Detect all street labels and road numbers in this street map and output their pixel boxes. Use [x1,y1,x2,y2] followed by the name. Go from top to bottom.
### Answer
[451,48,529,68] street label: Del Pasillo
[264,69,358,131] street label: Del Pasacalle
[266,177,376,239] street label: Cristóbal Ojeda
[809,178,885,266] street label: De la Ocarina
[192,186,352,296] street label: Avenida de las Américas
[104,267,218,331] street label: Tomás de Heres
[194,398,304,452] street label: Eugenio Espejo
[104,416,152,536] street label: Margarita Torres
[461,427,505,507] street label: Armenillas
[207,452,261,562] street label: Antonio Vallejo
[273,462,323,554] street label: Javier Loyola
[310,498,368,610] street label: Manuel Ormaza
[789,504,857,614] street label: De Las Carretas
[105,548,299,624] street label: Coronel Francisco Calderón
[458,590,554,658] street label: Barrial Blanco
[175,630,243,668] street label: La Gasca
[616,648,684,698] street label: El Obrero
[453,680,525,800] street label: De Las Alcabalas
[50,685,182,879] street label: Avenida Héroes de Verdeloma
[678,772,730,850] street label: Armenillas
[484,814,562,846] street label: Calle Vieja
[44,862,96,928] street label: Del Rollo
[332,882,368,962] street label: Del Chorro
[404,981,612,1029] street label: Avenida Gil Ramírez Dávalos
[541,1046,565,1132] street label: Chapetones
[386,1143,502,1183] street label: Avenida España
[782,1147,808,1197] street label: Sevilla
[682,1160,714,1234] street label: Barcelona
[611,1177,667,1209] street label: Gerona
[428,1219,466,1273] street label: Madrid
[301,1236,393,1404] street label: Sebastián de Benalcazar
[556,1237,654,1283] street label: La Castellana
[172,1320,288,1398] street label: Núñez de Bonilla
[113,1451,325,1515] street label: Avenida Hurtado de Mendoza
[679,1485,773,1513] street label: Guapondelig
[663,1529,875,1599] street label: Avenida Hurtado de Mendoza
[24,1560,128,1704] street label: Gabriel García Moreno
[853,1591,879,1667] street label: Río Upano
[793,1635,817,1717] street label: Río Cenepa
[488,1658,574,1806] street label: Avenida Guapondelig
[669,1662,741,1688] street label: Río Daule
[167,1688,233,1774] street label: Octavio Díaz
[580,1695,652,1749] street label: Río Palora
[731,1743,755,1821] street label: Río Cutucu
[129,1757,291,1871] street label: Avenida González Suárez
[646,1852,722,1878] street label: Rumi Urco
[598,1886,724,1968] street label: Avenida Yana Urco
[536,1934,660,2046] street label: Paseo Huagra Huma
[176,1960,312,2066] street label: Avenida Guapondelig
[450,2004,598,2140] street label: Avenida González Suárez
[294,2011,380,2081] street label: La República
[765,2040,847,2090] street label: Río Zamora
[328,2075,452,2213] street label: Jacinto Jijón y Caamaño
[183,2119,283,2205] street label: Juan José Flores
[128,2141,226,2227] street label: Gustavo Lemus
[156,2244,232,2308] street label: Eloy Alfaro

▸ **WHAT TO PRODUCE**
Where a line in the material contains "González", copy that line.

▸ **THE COMPLETED TASK**
[129,1757,291,1871] street label: Avenida González Suárez
[450,2004,598,2140] street label: Avenida González Suárez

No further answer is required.